As per the report, commercial vehicles (CV) and corporate loan demand remains tepid.
Overall, the report estimated business growth to pick up, aided by a good festive season, and expect systemic loan growth at 4.5 per cent for FY21E.
"We remain watchful of asset quality as banks recognize Non-Performing Loans (NPLs) from moratorium or overdue loans.

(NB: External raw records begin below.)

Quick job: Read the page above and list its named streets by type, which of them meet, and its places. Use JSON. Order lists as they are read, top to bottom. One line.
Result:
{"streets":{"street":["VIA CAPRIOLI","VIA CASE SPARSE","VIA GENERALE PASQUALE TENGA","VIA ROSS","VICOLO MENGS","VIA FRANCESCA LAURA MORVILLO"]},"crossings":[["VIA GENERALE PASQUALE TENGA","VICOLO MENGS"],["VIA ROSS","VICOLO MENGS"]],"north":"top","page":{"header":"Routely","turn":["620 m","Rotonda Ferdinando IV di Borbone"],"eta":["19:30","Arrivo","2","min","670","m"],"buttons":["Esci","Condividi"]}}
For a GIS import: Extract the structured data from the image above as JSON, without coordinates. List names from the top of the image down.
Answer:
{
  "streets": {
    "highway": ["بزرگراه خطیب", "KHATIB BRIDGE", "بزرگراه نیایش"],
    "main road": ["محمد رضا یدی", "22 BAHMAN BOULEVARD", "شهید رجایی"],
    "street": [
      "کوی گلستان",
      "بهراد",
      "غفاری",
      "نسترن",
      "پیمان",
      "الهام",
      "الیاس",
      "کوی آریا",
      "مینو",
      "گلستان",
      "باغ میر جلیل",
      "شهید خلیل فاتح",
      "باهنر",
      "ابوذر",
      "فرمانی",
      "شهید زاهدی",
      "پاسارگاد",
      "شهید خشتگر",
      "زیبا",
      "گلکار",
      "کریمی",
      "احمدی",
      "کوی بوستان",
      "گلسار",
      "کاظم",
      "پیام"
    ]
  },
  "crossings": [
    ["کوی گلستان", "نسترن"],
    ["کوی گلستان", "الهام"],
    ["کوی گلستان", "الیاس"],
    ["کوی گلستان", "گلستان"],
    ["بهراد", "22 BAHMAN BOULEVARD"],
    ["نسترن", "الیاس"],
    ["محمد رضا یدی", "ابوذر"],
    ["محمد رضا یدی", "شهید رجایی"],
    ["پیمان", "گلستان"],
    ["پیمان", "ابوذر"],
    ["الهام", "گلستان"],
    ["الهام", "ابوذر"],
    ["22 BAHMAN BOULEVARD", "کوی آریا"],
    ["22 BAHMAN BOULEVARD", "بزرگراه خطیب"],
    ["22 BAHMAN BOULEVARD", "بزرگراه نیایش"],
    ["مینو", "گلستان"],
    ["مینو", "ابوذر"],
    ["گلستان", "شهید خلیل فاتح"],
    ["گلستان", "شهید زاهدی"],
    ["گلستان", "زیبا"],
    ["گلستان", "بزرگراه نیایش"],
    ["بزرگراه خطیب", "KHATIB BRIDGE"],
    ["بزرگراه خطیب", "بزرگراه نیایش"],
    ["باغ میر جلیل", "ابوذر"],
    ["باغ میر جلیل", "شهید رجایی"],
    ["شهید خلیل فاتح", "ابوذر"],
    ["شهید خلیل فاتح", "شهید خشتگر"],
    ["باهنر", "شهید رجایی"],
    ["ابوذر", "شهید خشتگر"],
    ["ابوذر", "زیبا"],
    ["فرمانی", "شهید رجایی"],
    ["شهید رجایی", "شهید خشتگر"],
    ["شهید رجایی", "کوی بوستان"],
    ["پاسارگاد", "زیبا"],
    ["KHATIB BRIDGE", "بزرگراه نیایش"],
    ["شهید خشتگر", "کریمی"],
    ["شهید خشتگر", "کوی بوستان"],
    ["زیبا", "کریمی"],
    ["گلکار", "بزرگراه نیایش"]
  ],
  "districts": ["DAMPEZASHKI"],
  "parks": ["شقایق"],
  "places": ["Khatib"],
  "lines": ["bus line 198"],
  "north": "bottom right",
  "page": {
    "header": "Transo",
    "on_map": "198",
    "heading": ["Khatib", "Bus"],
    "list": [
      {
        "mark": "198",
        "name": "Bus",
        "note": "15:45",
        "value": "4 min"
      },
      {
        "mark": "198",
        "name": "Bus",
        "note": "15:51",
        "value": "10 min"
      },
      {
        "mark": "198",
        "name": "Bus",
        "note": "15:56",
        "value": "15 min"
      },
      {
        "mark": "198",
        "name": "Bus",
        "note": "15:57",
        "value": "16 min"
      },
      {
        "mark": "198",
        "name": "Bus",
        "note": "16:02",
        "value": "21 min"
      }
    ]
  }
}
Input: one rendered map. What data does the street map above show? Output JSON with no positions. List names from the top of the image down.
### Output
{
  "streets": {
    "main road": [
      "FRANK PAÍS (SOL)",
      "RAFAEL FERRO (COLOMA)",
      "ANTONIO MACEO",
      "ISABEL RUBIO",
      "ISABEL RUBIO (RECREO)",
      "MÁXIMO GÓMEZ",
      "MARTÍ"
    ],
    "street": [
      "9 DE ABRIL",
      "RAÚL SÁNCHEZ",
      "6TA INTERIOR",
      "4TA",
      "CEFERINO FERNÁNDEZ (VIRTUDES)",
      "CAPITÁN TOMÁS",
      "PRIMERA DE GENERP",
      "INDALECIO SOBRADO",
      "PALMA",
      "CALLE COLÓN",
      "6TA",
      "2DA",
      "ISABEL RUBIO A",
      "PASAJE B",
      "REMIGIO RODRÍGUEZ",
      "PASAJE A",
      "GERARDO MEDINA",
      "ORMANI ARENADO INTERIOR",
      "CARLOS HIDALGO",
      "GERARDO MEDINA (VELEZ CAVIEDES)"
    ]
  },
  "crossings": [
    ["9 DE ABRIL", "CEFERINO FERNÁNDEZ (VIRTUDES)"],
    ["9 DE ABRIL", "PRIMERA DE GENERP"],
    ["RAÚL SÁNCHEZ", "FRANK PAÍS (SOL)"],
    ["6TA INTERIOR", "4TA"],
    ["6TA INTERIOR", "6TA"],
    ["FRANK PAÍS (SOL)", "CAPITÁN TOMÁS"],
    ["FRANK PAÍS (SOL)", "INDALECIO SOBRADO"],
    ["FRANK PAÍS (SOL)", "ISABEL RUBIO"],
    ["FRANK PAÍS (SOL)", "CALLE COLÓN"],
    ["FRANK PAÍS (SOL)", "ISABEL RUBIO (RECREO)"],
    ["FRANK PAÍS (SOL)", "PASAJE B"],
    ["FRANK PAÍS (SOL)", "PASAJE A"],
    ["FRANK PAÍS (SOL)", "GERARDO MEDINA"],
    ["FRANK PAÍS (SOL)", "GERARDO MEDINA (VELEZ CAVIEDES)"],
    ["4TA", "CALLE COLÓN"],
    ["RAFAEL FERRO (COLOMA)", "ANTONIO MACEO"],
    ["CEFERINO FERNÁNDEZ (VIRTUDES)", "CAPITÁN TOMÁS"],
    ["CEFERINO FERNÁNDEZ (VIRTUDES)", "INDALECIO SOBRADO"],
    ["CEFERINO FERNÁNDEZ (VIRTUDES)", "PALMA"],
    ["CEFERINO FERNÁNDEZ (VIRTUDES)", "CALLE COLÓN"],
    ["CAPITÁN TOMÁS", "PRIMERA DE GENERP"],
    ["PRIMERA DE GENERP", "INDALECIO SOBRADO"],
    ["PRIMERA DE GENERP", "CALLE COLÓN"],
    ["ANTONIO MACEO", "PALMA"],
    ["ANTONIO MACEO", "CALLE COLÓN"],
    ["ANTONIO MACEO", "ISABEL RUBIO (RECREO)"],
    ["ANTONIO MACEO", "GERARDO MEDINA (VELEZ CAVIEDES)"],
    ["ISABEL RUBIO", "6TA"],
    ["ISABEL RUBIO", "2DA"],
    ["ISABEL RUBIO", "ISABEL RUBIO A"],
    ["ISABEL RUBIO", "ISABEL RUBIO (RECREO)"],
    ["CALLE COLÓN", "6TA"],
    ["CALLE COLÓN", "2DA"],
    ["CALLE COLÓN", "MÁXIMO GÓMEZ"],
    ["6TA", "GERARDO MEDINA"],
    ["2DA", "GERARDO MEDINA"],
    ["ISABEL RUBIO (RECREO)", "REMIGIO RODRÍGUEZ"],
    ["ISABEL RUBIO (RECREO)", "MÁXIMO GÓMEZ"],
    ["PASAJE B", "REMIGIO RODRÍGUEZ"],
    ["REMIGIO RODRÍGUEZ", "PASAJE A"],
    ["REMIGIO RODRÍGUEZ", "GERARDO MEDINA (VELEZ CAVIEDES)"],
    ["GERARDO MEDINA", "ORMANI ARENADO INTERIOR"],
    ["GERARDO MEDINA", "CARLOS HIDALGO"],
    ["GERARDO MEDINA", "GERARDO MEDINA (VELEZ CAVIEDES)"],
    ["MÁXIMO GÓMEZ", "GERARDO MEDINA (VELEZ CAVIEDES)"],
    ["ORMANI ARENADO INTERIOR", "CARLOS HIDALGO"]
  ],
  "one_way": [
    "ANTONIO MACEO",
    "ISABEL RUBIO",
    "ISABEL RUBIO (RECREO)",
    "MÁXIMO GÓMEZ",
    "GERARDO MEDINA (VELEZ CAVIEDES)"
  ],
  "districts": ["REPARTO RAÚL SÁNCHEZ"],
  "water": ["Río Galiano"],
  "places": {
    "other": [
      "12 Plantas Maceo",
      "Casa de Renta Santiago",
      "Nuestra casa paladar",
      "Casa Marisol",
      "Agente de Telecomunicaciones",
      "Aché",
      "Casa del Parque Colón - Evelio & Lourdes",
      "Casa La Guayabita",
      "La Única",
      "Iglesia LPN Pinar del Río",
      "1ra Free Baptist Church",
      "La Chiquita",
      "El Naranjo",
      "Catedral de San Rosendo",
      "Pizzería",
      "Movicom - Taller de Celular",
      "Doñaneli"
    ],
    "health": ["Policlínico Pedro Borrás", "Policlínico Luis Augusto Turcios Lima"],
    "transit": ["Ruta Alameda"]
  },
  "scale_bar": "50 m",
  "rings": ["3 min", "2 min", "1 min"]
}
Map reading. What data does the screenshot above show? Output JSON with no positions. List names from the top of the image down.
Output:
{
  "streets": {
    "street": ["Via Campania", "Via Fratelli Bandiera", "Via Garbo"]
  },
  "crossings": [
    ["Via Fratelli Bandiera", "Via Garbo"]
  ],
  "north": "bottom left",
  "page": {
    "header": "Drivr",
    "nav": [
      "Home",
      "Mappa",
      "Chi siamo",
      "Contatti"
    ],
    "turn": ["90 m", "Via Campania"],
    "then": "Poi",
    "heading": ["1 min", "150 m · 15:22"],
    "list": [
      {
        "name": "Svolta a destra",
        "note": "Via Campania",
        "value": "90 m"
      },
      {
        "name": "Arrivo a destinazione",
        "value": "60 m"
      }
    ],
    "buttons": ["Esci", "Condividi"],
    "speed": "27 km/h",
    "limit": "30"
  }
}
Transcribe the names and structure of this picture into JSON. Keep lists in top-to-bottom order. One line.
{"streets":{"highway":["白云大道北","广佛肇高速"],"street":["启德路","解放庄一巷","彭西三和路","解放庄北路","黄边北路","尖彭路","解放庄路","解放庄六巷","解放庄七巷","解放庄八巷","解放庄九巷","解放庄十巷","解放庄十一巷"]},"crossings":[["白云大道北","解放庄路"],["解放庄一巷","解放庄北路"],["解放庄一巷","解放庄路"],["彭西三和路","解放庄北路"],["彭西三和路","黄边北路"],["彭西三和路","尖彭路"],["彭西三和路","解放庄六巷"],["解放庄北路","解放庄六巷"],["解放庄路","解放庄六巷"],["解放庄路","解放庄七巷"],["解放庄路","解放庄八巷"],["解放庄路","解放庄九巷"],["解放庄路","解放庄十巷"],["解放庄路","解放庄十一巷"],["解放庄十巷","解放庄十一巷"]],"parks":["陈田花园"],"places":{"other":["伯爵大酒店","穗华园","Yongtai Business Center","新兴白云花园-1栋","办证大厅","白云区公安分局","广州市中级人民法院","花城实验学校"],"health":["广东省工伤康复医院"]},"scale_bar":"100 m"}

Although, overall trends have fared better than earlier expected, led by sharp improvement in collection efficiency."
Accordingly, large banks reported collection efficiency of 95 to 97 per cent while mid-sized banks or Micro Finance Institution (MFI)-focused players reported efficiency in the early 90 per cent resulting in low restructuring guidance by lenders.
"We believe although slippages are likely to increase in 2HFY21, many banks have already provided for this likely increase and carry additional provision buffers -- which should limit the impact on profitability."
"We expect banks to continue to strengthen their balance sheets -- as they have already shored up their capital ratios to absorb asset quality shocks -- and estimate credit cost to remain elevated."
In terms of private banks, the report said provisioning would continue to weigh on earnings.
The report cited higher credit cost, coupled with suppressed credit growth, is likely to put pressure on near-term earnings.
Furthermore, higher slippages would result in interest reversals, putting pressure on Net Interest Income (NII), it said.
"However, this may be partly offset by higher treasury income and traction in fee income as business activity picks up."
In addition, Public Sector Banks' (PSBs) earnings would remain under pressure, the report added.
"We estimate weakness to continue in PSBs barring SBIN, impacted by sluggish loan growth, a higher proportion of MSME or SME loans, and delay in the resolution of stressed accounts."
"PSBs are expected to deliver NII growth of 2.8 per cent YoY and PAT growth of 18 per cent YoY. However, treasury gains for these banks may remain positive."